= Problem =
Look through the data below and, wherever a line carries the word "Elevation", please copy that line.

[Collected data entries]
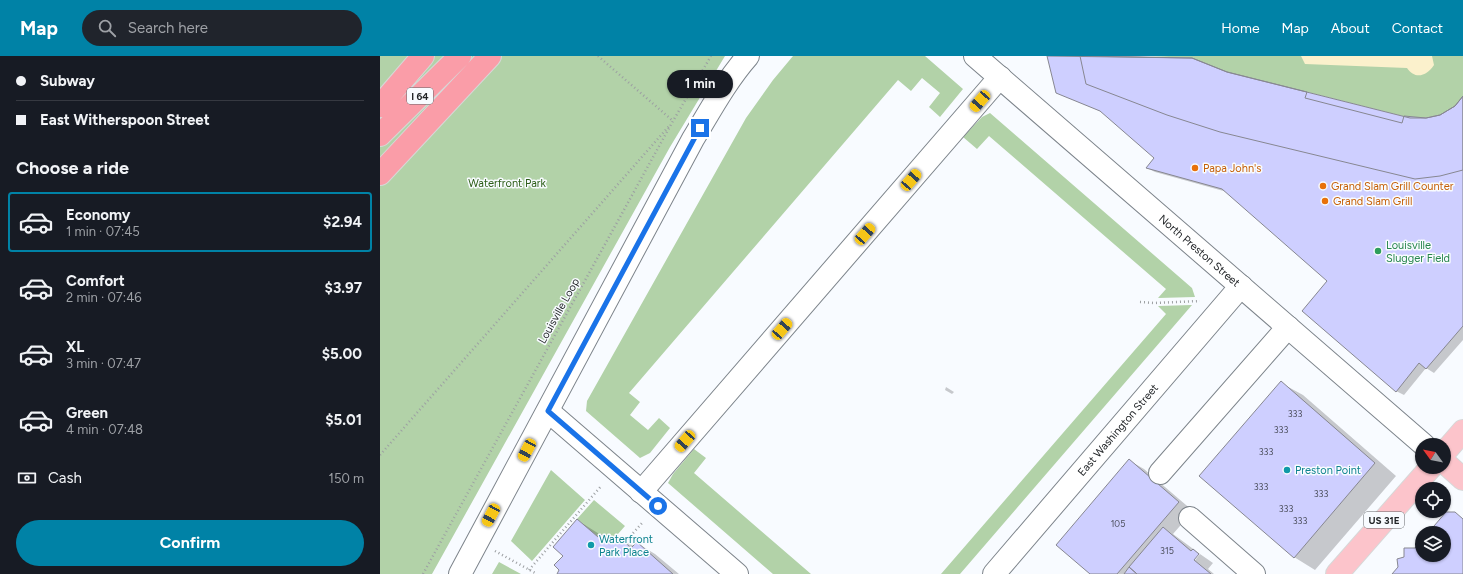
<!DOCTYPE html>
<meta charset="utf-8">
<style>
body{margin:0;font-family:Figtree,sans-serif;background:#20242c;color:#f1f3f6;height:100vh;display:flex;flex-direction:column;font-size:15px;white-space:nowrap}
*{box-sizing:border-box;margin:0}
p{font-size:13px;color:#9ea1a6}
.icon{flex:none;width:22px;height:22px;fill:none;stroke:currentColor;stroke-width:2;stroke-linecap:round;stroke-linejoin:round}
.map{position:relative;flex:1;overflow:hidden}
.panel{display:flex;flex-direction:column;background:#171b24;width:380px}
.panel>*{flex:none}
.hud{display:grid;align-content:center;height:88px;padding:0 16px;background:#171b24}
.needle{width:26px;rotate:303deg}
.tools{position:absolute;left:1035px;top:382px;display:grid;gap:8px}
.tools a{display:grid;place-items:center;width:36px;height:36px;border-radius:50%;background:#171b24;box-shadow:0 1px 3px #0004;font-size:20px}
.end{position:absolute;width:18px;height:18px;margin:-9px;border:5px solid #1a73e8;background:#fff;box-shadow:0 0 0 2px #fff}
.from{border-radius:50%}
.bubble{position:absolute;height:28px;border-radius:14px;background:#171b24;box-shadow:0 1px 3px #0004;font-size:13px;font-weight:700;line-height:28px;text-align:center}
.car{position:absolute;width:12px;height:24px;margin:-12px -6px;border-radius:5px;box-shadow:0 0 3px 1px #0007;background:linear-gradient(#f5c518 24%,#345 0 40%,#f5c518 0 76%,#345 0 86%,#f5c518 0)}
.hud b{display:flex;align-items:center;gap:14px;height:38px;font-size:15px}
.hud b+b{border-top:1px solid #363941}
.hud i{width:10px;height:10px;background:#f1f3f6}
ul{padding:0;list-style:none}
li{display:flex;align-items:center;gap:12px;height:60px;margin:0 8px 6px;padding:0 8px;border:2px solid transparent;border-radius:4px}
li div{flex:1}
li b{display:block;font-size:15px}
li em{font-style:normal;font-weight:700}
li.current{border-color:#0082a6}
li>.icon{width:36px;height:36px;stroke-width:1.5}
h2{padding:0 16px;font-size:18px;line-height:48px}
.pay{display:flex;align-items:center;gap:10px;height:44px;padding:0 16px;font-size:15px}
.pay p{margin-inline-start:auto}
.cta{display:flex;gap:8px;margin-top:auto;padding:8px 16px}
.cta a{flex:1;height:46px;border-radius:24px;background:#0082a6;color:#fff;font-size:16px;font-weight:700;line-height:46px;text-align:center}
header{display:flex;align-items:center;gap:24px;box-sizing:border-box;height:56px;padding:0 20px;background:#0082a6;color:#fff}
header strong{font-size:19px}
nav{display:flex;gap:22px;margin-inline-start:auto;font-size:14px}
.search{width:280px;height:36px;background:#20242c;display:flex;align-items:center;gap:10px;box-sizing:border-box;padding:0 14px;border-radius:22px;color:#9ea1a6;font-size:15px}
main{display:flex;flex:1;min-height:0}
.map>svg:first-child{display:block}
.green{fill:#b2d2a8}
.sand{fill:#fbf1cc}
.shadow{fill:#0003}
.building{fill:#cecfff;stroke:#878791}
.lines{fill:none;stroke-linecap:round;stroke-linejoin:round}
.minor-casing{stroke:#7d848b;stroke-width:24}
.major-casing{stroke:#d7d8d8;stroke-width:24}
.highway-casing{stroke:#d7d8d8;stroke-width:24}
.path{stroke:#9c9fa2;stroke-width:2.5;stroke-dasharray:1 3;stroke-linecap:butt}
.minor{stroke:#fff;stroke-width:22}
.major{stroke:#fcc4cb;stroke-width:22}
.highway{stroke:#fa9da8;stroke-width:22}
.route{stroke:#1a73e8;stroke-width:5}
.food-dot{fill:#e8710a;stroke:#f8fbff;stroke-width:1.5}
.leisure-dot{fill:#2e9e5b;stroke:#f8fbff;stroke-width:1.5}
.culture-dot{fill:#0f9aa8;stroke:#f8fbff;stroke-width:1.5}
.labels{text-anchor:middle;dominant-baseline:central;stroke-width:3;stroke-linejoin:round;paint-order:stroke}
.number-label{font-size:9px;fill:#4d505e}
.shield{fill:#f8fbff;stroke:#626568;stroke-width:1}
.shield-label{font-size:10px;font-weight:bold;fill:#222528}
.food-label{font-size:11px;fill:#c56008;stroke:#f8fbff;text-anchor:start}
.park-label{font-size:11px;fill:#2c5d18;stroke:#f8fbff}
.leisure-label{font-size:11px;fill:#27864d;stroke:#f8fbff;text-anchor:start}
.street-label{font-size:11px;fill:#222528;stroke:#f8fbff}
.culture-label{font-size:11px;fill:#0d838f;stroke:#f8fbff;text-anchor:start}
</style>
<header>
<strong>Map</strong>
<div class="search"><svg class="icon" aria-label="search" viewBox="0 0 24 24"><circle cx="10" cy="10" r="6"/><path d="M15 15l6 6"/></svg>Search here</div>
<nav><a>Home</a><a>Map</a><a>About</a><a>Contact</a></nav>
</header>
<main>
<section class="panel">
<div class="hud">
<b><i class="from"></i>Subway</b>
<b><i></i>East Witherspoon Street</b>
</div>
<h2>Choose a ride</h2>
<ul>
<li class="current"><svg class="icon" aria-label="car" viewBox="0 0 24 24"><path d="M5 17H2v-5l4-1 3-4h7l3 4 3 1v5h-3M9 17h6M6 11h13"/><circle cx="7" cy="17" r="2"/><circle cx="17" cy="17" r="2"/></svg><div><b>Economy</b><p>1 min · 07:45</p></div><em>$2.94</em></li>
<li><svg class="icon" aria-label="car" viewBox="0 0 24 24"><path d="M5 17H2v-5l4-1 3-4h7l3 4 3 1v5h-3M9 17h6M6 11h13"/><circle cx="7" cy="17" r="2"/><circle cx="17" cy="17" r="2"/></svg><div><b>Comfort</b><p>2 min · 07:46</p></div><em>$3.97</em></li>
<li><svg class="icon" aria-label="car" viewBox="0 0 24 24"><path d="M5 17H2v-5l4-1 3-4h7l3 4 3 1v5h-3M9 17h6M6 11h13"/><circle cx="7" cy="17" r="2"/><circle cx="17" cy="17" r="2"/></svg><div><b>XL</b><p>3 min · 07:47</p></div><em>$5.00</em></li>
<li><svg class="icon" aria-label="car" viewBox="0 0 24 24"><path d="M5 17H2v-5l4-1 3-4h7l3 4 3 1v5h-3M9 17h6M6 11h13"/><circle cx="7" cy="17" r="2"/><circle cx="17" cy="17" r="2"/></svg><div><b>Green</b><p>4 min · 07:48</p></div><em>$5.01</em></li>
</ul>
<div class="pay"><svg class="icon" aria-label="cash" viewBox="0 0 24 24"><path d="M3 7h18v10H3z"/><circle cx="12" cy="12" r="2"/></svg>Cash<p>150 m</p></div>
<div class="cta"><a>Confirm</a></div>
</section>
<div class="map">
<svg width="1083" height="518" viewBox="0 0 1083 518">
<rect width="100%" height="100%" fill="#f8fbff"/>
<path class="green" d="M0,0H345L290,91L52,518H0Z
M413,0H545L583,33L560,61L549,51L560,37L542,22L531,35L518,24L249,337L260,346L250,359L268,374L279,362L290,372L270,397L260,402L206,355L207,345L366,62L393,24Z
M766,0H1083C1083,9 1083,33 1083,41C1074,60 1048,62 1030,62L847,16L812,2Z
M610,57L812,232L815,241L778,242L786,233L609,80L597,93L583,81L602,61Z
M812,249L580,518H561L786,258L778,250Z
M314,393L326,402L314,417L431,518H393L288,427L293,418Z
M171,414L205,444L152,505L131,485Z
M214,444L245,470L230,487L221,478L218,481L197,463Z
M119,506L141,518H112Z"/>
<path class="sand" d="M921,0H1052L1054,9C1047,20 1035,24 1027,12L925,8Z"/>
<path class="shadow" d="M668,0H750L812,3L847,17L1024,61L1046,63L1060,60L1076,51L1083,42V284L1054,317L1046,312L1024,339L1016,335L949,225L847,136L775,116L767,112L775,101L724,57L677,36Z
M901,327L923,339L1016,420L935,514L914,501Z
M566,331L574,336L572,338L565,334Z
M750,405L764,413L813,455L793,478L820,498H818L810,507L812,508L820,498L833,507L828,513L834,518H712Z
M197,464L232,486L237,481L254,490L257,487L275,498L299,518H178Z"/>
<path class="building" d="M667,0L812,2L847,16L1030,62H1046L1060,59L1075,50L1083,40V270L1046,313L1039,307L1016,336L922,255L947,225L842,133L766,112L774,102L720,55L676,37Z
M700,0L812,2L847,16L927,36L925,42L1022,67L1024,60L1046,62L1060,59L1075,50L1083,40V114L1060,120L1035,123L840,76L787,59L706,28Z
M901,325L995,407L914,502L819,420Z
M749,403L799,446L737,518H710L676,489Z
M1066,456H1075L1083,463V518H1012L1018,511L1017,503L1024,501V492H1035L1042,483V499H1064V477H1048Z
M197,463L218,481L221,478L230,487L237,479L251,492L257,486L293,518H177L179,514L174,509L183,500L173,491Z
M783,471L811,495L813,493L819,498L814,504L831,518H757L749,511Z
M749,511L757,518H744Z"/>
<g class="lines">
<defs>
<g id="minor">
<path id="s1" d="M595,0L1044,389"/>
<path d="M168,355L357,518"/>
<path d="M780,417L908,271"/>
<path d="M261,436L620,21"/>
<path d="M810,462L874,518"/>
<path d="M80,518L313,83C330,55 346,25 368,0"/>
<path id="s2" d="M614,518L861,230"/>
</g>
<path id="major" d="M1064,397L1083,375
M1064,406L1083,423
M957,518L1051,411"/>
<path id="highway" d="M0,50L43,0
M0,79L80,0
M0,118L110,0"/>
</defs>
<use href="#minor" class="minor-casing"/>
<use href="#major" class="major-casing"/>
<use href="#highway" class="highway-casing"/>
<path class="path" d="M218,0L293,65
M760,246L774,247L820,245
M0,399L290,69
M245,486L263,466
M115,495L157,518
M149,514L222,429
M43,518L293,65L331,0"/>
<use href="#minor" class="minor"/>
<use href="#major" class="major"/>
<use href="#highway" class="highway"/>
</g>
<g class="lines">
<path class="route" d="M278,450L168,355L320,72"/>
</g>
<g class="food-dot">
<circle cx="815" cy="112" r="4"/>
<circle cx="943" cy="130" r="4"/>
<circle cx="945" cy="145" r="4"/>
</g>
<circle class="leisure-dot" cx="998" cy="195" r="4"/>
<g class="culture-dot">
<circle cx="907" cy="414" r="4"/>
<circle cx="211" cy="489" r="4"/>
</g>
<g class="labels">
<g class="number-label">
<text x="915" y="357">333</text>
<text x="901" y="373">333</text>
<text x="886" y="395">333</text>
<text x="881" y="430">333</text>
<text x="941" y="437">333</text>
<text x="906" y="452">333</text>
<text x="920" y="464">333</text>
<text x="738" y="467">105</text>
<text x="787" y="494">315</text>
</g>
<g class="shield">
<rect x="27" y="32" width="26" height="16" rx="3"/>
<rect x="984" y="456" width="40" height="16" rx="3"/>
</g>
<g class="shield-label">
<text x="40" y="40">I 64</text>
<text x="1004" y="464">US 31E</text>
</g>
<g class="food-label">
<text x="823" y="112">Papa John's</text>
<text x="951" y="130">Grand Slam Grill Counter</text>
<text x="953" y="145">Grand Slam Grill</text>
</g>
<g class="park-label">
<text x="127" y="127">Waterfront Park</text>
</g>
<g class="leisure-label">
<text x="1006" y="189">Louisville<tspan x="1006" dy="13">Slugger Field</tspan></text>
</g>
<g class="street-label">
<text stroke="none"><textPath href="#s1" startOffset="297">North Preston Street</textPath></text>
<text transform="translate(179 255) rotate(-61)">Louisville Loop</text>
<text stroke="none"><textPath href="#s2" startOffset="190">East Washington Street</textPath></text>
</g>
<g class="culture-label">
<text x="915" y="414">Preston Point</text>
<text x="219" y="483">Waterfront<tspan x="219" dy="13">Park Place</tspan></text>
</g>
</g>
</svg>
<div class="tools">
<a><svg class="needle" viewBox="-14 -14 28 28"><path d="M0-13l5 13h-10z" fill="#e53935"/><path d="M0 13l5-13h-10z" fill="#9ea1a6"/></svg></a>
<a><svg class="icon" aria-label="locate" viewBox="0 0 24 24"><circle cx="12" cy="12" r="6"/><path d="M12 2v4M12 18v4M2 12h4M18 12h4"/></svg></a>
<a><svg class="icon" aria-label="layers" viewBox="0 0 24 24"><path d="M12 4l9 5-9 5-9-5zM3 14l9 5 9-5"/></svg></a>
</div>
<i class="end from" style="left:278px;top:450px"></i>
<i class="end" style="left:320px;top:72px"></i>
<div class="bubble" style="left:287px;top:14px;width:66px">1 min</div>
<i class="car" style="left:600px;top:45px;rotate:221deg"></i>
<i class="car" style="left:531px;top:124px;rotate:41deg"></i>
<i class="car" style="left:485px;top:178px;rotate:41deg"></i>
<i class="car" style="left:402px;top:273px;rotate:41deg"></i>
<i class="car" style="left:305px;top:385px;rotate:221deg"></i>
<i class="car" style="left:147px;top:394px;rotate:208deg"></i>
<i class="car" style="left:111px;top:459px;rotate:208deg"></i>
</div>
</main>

...

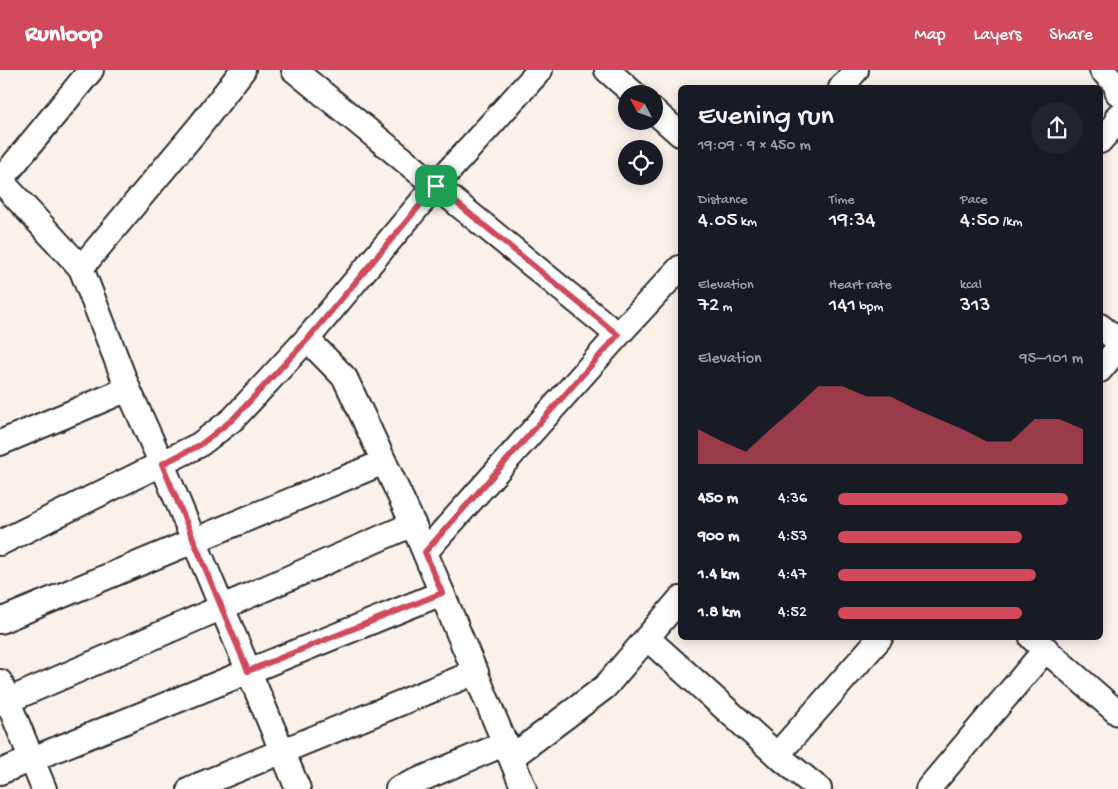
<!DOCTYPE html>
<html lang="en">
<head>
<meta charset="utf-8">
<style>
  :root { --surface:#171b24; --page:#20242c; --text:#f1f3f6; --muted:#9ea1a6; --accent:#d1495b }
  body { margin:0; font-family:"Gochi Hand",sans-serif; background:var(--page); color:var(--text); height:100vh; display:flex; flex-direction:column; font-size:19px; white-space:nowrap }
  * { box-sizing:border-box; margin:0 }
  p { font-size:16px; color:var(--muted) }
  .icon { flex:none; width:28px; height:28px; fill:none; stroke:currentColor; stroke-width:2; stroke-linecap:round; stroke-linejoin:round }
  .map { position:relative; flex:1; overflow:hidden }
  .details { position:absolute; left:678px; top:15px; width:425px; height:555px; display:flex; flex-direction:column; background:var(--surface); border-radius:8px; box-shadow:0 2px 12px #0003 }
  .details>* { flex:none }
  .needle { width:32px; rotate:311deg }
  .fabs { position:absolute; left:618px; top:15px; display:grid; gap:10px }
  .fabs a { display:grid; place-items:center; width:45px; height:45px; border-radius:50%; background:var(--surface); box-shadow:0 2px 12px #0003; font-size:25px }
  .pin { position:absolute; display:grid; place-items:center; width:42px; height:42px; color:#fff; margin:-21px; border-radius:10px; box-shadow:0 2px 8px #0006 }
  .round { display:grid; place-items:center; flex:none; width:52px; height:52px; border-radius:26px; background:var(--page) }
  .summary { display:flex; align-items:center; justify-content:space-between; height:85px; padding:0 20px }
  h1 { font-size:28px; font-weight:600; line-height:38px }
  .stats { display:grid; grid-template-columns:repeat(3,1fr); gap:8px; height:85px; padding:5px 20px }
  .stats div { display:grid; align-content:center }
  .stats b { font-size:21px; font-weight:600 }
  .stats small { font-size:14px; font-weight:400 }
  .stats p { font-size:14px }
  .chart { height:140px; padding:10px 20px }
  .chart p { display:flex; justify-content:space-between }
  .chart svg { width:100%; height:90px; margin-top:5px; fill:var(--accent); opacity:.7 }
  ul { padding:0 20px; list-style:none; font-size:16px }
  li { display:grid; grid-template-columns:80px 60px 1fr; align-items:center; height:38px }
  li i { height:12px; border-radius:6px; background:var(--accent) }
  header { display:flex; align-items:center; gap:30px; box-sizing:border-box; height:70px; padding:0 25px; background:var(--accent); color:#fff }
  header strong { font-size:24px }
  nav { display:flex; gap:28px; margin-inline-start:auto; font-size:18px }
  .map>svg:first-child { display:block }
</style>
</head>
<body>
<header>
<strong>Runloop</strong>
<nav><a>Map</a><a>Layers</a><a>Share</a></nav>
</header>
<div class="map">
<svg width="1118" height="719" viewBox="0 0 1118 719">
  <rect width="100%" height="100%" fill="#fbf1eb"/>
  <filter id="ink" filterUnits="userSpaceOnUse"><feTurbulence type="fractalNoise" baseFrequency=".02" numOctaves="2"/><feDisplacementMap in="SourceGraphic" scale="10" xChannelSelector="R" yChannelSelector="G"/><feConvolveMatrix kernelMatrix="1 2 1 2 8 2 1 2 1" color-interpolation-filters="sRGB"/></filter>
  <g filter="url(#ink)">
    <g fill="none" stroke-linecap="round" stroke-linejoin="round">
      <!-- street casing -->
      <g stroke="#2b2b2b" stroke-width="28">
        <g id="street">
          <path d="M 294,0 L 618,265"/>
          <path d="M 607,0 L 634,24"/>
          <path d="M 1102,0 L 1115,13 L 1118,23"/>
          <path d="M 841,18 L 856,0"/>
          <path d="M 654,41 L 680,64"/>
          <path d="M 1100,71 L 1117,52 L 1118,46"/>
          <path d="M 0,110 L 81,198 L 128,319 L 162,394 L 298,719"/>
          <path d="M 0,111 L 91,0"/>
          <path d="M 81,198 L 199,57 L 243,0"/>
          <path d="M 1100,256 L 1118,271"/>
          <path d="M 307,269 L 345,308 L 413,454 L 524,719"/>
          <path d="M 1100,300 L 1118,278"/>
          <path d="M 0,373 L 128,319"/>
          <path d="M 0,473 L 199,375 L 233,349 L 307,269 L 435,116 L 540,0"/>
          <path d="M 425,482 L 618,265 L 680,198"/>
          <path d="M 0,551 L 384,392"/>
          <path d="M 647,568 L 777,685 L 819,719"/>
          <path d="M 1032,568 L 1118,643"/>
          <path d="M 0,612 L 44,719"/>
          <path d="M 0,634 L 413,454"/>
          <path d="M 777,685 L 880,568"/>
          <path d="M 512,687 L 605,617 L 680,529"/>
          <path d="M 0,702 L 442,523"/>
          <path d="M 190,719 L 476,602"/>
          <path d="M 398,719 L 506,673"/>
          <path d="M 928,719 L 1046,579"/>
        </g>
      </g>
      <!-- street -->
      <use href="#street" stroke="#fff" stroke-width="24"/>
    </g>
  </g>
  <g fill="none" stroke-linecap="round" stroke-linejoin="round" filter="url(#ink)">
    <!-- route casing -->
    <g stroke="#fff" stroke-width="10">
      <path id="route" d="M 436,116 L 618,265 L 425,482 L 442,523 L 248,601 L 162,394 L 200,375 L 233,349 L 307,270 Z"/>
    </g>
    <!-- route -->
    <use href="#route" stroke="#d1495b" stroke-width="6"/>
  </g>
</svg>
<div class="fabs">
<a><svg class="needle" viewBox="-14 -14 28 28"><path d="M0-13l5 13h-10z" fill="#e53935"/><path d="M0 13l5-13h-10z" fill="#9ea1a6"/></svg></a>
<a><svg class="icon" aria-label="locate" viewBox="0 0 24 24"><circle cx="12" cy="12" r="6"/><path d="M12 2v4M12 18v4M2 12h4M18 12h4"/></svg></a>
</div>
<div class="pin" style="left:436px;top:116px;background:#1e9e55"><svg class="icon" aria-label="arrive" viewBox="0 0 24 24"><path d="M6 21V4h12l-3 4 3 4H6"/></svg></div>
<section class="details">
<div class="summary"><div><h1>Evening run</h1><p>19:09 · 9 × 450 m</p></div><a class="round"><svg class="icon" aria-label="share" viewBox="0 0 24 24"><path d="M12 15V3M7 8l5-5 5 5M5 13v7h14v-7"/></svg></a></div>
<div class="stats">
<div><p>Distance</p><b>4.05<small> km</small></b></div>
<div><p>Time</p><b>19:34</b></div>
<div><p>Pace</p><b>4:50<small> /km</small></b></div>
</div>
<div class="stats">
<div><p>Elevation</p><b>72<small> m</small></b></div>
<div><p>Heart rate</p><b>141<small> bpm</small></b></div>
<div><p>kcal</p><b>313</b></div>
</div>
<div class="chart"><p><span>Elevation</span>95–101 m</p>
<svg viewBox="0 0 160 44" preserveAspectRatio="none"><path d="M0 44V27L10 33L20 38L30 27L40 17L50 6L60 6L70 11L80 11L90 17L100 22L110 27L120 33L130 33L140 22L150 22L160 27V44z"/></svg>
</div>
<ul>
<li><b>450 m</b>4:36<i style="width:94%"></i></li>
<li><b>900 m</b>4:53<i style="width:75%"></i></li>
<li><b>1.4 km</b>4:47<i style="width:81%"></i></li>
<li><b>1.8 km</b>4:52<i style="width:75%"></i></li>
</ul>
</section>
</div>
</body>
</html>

= Written solution =
<div><p>Elevation</p><b>72<small> m</small></b></div>
<div class="chart"><p><span>Elevation</span>95–101 m</p>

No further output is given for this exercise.